This is the fortieth in a series of posts by Dr Robert Ford, Dr Will Jennings, Dr Mark Pickup and Prof Christopher Wlezien that report on the state of the parties in the UK as measured by opinion polls. By pooling together all the available polling evidence, the impact of the random variation that each individual survey inevitably produces can be reduced.
Most of the short term advances and setbacks in party polling fortunes are nothing more than random noise; the underlying trends – in which the authors are interested and which best assess the parties’ standings – are relatively stable and little influenced by day-to-day events. If there can ever be a definitive assessment of the parties’ standings, this is it. Further details of the method used to build these estimates of public opinion can be found here.
While last month’s Polling Observatory saw UKIP fall and the big two rebound, this month sees the opposite. Once again, rumours of “peak UKIP” look premature – our model puts Farage’s party at 14.0% at the start of September, close to their all-time high earlier this summer.
With a thumping by-election victory looking likely for UKIP defector Douglas Carswell in October, UKIP look set to continue causing headaches in Westminster after the dust settles in Scotland. The Conservatives and Labour both give up last month’s gains, putting them back where they were at the start of the summer.
Our estimates put Labour at 34.4%, a fall of 0.9 points from last month’s figure while the Conservatives close the summer on 31.2%, down 0.8 points. The Liberal Democrats, by contrast, continue to wilt. They are down to 8.6% in this month’s estimates, a drop of 0.2 points and a new all-time low for this Parliament. With seven months to go, Nick Clegg and his colleagues are staring into the electoral abyss. They will have to lean heavily on local incumbency bonuses and anti-Conservative strategic voting to save them from disaster next May.
As we have noted before, the polls in this Parliament seem to have followed a “punctuated equilibrium” pattern, with short periods of intense change followed by long periods of stasis when public opinion settles down into a new pattern. The polls currently seem to be in another of these periods of stasis.
Our chart below shows the estimated leads in the polls for Labour over the Conservatives over the last year. This can be split into three periods. During the final months of 2013, the Labour lead was steady, then fell sharply between February and May 2014, before recovering slightly and leveling off at around three to four points over the rest of the summer.
There are two lessons for poll-watchers from this chart. Firstly, the sharp drop in the spring shows that, with eight months to go, everything is still to play for. Recent Conservative lamentations about the death of their electoral prospects following Douglas Carswell’s defection look overstated. Labour’s lead dropped nearly four points in the course of four months last spring – if this happened again early in 2015 the Conservatives would be ahead in the polls as election day loomed.

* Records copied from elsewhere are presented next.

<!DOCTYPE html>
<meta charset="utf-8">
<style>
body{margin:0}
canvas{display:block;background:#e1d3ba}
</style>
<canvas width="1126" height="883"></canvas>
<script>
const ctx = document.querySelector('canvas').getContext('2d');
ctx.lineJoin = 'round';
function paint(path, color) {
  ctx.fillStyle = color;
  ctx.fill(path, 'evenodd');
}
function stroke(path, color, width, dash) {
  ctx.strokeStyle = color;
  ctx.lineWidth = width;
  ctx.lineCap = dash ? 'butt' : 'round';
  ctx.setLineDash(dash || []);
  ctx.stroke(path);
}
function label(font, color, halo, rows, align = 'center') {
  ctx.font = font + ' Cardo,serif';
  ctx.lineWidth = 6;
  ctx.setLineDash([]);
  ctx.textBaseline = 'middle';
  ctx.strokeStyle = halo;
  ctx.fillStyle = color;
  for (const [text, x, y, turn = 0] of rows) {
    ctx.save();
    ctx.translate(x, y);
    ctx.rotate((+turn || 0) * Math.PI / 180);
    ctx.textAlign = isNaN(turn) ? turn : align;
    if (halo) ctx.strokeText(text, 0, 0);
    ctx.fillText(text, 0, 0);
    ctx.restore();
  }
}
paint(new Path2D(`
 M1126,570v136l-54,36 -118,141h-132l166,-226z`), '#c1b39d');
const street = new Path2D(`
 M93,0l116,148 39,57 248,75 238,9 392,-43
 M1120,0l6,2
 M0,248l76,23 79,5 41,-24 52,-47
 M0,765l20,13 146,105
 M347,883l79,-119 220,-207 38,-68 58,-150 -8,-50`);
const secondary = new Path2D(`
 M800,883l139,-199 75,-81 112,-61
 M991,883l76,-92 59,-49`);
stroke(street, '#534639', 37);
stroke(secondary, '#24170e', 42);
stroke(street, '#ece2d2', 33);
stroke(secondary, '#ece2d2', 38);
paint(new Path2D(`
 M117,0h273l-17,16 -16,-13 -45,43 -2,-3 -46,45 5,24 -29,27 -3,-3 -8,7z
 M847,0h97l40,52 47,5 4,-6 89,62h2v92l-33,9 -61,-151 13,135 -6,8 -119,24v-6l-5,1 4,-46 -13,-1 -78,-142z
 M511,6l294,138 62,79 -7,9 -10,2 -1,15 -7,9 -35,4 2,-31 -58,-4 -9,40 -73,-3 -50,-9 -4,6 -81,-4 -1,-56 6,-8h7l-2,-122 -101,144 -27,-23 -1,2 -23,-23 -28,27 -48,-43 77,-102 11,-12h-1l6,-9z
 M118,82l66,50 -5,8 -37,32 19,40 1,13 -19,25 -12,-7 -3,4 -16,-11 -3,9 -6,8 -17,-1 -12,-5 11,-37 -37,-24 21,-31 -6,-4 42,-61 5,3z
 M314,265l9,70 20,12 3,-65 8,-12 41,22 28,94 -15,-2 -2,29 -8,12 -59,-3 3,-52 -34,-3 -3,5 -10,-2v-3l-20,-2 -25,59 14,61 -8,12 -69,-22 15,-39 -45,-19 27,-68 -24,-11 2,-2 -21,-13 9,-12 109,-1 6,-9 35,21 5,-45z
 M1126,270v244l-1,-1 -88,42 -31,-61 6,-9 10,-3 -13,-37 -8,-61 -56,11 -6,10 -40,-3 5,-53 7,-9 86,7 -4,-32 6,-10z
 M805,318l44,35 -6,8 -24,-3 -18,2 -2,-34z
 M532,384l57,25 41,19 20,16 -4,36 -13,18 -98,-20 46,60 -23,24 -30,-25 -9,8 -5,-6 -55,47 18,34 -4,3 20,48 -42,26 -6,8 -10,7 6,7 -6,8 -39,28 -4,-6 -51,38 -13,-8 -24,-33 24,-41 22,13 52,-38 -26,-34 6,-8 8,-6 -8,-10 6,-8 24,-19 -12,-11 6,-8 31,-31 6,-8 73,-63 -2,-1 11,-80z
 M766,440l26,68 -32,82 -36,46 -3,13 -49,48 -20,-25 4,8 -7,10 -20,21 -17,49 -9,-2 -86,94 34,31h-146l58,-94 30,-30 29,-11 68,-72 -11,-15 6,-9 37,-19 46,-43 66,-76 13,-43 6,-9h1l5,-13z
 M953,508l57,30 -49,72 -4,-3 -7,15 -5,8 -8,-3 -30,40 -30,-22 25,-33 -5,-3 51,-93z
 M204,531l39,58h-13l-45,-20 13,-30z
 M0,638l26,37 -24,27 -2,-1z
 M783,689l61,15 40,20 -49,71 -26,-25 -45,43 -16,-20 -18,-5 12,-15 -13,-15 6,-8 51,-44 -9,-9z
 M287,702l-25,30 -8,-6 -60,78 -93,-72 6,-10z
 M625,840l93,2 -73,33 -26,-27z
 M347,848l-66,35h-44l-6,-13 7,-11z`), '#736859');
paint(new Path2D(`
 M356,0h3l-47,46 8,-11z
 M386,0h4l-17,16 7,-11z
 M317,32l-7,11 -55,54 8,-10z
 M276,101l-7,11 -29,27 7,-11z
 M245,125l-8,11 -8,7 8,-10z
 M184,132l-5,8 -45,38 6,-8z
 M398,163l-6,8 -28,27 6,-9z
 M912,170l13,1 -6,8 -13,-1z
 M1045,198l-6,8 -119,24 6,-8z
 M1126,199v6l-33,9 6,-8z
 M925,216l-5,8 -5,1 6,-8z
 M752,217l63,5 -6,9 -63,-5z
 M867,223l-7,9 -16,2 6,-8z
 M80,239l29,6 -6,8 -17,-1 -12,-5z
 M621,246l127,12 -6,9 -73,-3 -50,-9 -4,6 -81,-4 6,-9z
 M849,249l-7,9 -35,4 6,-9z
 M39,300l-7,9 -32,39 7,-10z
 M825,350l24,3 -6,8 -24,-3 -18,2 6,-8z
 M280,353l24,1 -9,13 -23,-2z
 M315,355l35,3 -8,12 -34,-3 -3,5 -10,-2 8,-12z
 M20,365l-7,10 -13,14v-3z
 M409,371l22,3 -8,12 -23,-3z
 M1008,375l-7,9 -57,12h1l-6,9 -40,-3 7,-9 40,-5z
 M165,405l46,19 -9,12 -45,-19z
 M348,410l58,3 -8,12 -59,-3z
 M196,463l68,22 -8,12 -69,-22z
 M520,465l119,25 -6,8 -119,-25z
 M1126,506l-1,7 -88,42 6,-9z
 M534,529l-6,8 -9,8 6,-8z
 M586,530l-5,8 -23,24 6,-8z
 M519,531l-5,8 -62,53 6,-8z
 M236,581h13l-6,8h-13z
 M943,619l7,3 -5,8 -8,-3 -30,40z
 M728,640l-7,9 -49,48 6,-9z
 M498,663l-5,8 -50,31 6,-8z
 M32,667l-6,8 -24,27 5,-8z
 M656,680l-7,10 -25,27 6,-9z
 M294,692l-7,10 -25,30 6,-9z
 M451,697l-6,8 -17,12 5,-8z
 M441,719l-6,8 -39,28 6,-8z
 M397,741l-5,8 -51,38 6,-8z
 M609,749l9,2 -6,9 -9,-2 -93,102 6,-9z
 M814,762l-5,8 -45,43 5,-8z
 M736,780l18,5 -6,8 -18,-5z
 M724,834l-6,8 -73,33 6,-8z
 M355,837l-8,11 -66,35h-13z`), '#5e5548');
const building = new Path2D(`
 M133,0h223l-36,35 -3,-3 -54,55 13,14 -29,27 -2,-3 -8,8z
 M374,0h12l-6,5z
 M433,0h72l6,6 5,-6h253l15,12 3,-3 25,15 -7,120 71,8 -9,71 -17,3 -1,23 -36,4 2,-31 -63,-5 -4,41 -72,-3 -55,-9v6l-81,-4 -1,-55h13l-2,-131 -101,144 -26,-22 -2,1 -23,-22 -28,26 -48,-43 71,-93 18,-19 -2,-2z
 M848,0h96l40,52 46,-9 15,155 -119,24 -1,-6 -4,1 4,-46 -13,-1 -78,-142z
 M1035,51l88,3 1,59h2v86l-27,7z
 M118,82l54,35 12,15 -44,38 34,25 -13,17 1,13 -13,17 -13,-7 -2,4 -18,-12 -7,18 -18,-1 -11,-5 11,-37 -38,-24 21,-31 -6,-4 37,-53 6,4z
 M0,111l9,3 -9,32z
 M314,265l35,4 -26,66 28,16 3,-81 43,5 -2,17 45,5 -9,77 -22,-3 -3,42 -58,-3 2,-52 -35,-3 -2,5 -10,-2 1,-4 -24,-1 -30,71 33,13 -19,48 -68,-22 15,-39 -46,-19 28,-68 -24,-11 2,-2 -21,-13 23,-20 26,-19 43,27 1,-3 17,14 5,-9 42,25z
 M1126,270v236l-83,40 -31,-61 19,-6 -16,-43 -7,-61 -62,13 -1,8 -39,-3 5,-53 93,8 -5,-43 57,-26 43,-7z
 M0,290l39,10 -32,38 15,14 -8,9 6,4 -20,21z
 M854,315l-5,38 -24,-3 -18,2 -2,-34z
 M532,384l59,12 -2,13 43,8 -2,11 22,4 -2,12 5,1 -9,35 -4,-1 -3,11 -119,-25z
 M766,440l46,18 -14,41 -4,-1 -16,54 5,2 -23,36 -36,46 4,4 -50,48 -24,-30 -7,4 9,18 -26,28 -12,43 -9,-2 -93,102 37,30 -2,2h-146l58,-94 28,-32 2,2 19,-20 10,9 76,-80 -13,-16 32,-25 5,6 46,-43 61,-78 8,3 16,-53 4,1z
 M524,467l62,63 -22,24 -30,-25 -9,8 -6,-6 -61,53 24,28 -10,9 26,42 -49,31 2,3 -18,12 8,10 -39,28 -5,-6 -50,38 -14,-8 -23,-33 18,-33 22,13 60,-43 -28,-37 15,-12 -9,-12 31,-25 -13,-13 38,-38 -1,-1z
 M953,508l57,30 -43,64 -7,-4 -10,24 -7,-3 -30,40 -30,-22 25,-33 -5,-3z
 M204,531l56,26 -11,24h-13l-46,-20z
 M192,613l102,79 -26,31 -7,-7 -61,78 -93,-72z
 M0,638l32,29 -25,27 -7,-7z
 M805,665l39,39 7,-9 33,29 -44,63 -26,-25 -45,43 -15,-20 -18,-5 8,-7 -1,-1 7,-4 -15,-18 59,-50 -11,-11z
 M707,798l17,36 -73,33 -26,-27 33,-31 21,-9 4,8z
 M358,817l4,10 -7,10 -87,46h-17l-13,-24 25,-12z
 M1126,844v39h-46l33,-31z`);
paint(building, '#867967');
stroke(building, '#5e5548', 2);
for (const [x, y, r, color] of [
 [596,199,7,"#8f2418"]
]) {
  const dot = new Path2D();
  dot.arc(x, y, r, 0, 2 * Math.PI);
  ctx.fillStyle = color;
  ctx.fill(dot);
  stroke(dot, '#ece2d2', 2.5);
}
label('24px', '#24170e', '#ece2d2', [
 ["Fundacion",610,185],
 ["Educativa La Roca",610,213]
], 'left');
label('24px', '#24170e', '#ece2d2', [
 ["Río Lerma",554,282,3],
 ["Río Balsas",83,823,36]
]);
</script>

Secondly, while there is time left on the clock, it is running out fast. Biases built into the electoral system mean the Conservatives need a lead of several points in the vote to be sure of a lead in seats. Back in May, a shift from Labour to Conservative of 0.5 points a month would have been enough to deliver a three point vote lead and probable seat lead by election day. Four months of stasis in the polls has raised that to 0.7 points a month, and each additional month raises the required slope still further. Time is running out fast for the Conservatives.
Chart: Labour lead over Conservative since September 2013
There are still plenty of things, predictable and unpredictable, that could shift public opinion out of its current equilibrium. The first – and most important – comes next week when Scots vote on whether to dissolve their 300 year old union with Britain. A yes vote upends all the existing political and electoral calculus. Scotland leans quite strongly to Labour in Westminster voting, and even more so in Westminster seats.
Labour would lose 41 seats if Scotland becomes independent, while the Liberal Democrats would lose 11. The Conservatives’ position, by contrast, is barely changed. As one pundit quipped: “what do the Clacton by-election and the Scottish independence referendum have in common? They both cost the Conservatives one seat.”
The Conservatives would have a majority in the current House of Commons without Scotland, and would find a victory on seats – if not an outright majority – much easier in the next election if Scots MPs were excluded. However, Scots would not be leaving the union immediately, which could produce some tricky constitutional situations.
Who governs if the 2015 election delivers a Labour majority with Scottish MPs but a Conservative plurality without them? If things go Alex Salmond’s way next Thursday, this is one of many questions we will all have to consider.